Sahte altınla kara para dümeni
İstanbul Havalimanı Gümrük Müdürlüğü’ne 755,5 milyon TL’lik altın levha olduğu beyan edilen ve Dubai’ye gönderilmek istenen eşya pirinç levha çıktı. Analiz için Darphane’ye gönderilen pirinç levhaların yolda altın levhalarla değiştirildiği de tespit edildi. Gümrük Müdür Yardımcısı görevden uzaklaştırıldı.
İstanbul Havalimanı’nda altın skandallarının sonu gelmiyor. Milletvekillerinin de karıştığı VIP’den altın kaçakçılığı olayından sonra İstanbul Havalimanı Gümrük Müdürlüğü’nde yeni bir soruşturma ortaya çıktı.
Baştan anlatalım:
Hera Diamond Kuyumculuk Sanayi ve Ticaret A.Ş.’nin dört kuryesi 26 Temmuz 2024 günü 6 kap eşyayı İstanbul Havalimanı Yolcu Salonu Gümrük Müdürlüğü’ne getirdi. İhracat beyannamelerinde bu eşyaların 24 ayar altın levha olduğu ve Dubai’ye götürüldüğü belirtildi. Toplam 326 kilo ‘altın levhalar’ için 755 milyon 500 bin TL’lik ihracat faturası beyan edildi.
X-RAY’DE FARK EDİLDİ
Şirketin 4 görevlisi gümrük gözetim ofisinden sonra beyan ettikleri eşyalarla birlikte pasaport kontrol noktası arkasında yer alan güvenlik kontrol noktasına geldi. X-Ray cihazından mühürlü çantaları geçiren iki Gümrük Muhafaza memuru, bir gariplik fark etti. Altın, X-Ray’den geçirilirken sarı renk verirdi ancak bu rulolar ekranda mavi renkte görünüyordu. Bir güvenlik görevlisinin 22 ayar altın bilekliğini de denemek için cihazdan geçirdiler ve o sarı renk vermişti. Bunun üzerine mühürlü çanta kontrol edildi.
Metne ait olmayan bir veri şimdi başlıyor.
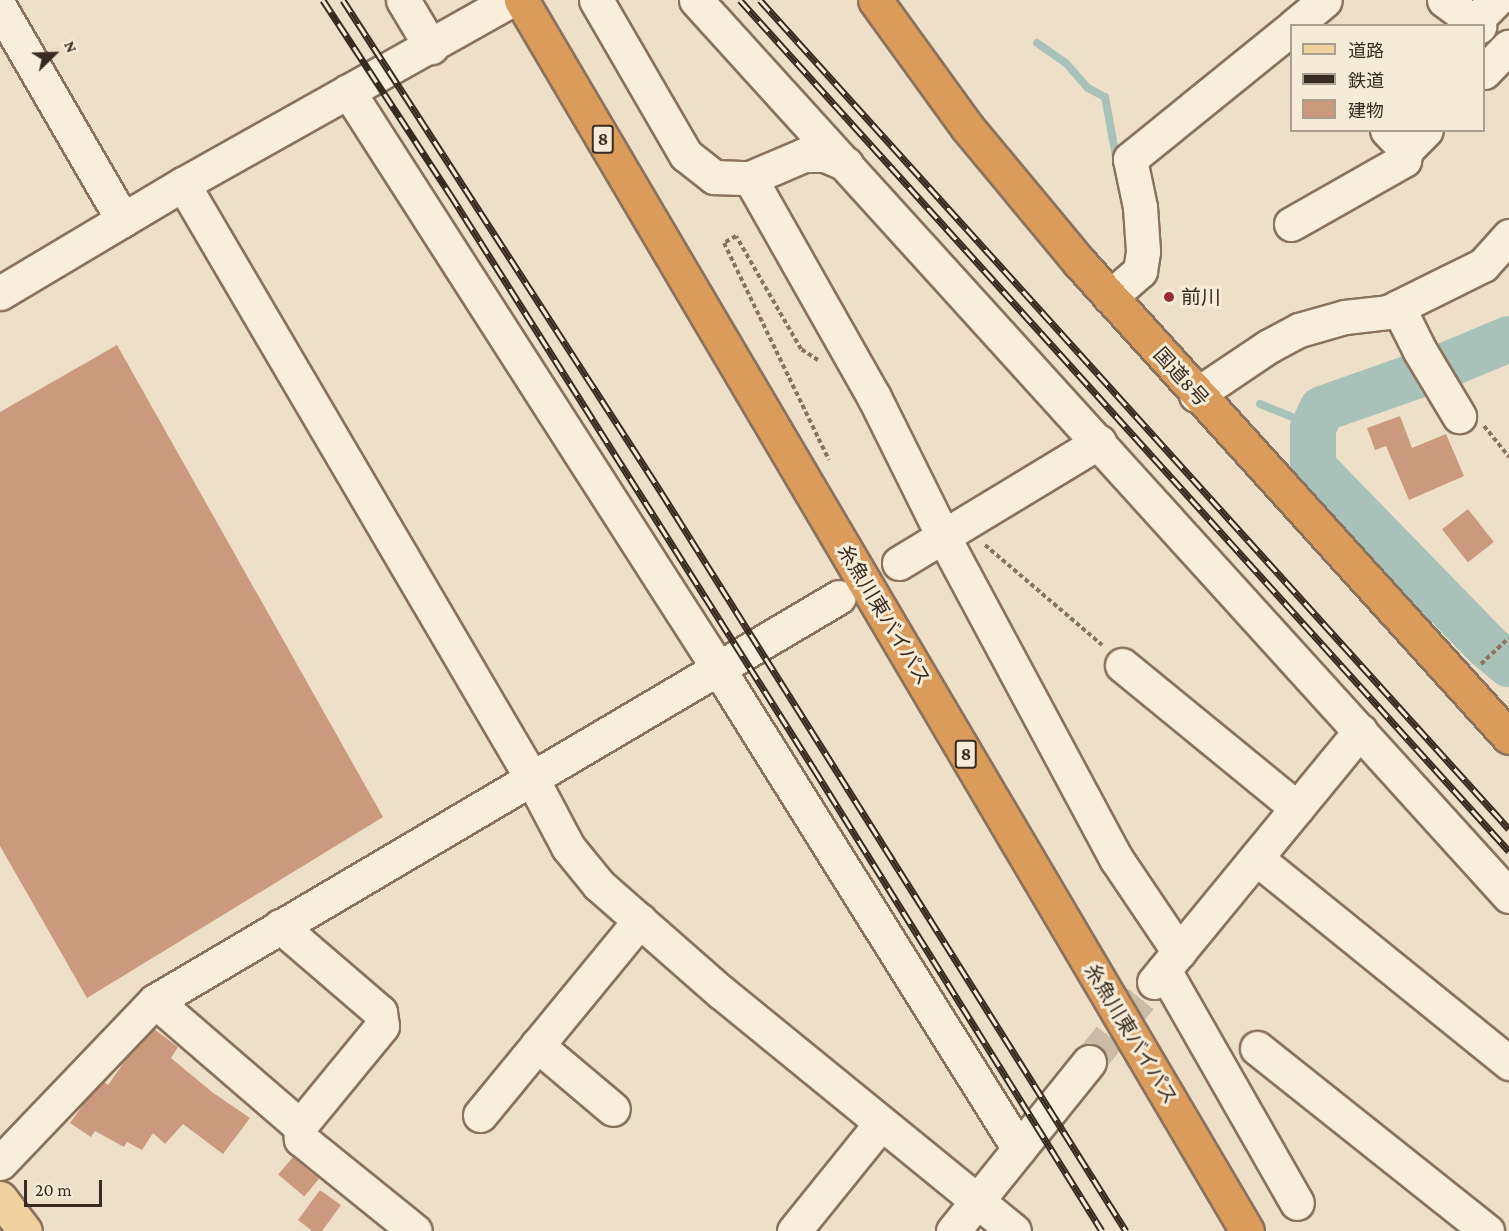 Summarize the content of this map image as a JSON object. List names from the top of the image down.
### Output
{
  "streets": {
    "highway": ["8", "国道8号", "糸魚川東バイパス"]
  },
  "places": ["前川"],
  "legend": ["道路", "鉄道", "建物"],
  "scale_bar": "20 m",
  "north": "top right"
} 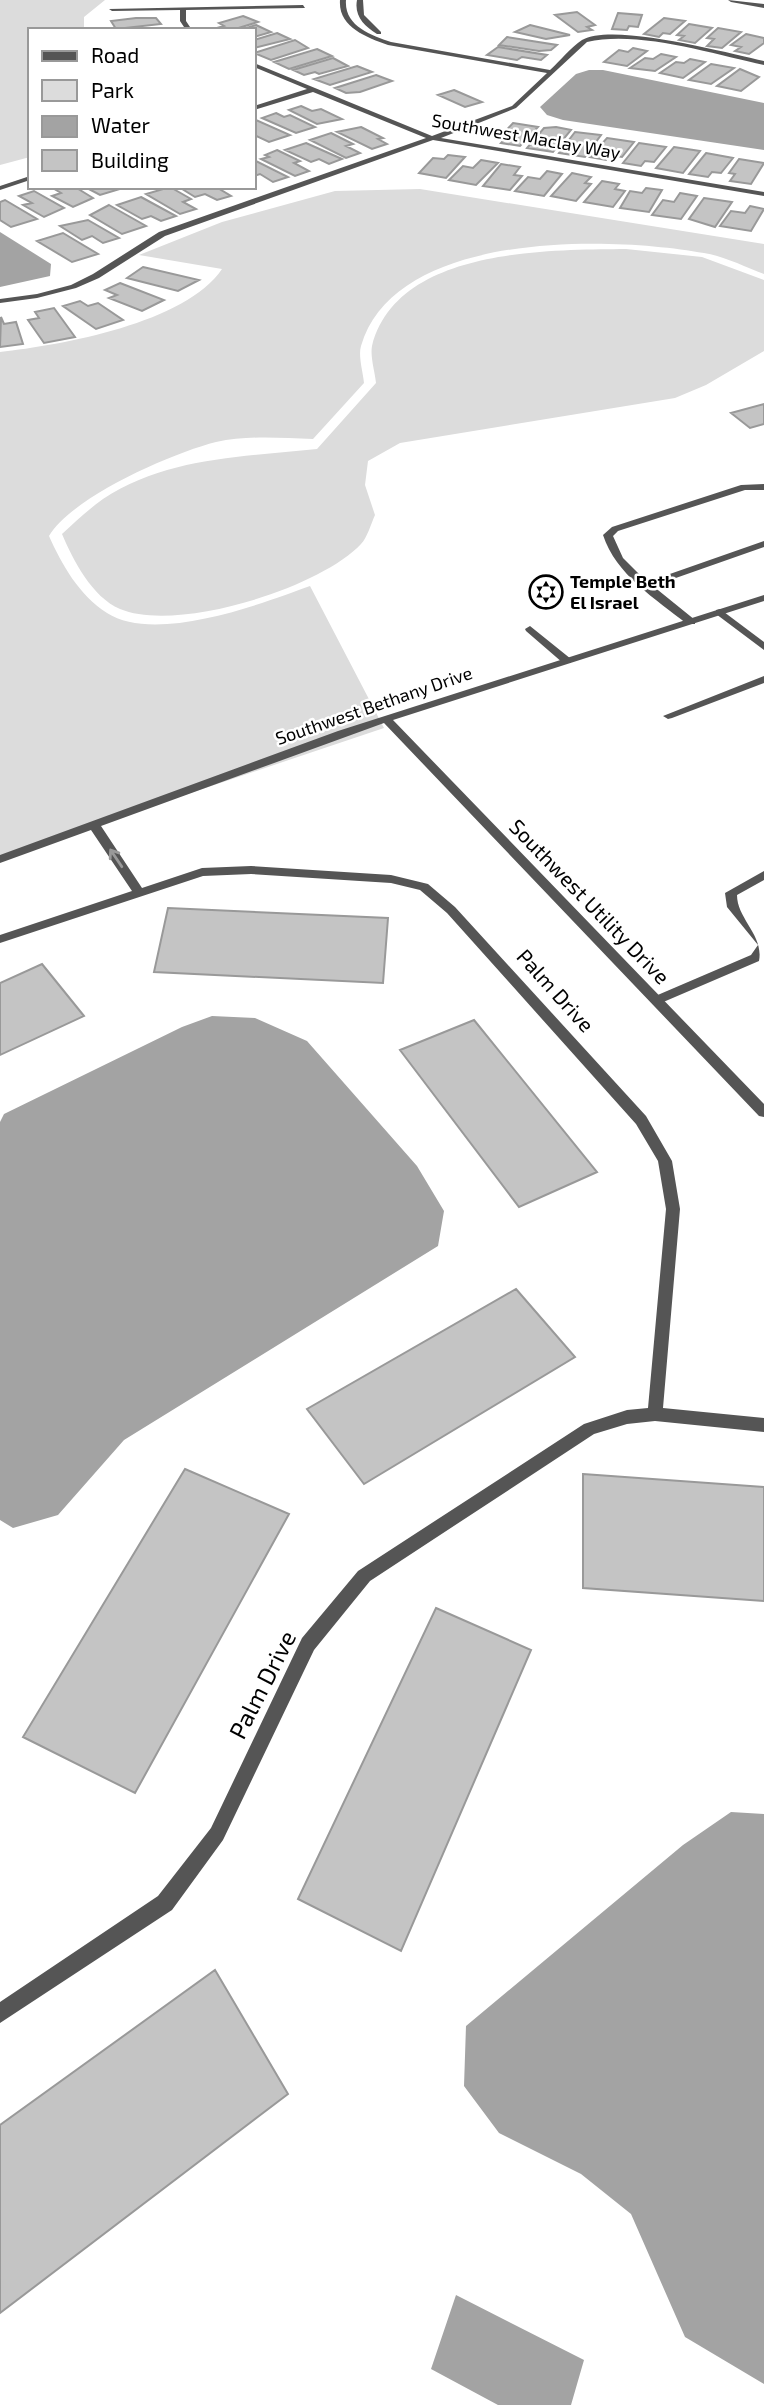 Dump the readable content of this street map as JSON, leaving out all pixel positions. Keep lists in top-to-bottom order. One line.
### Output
{"streets":{"street":["Southwest Maclay Way","Southwest Bethany Drive","Southwest Utility Drive","Palm Drive"]},"crossings":[["Southwest Bethany Drive","Southwest Utility Drive"]],"places":{"synagogue":["Temple Beth El Israel"]},"legend":["Road","Park","Water","Building"]}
Altın olmadığı şüphesi artınca Gümrük Müdürü’nün talimatıyla 6 çantanın da Darphane’ye gönderilip analiz edilmesi için tutanak tutuldu.
SADECE BİR ÇANTA GÖTÜRÜLDÜ
Ancak bu tutanaktan sonra garip olaylar birbirini izledi. 30 Temmuz 2024 günü çantalardan 5’i ambarda bırakılırken sadece bir çanta altın olup olmadığının anlaşılması için muhafaza memuru Ahmet Ö. eşliğinde Darphane’ye gönderildi.
Darphane sonucu çok şaşırtıcıydı: Çantadaki eşya 24 ayar altın olarak tespit edilmişti.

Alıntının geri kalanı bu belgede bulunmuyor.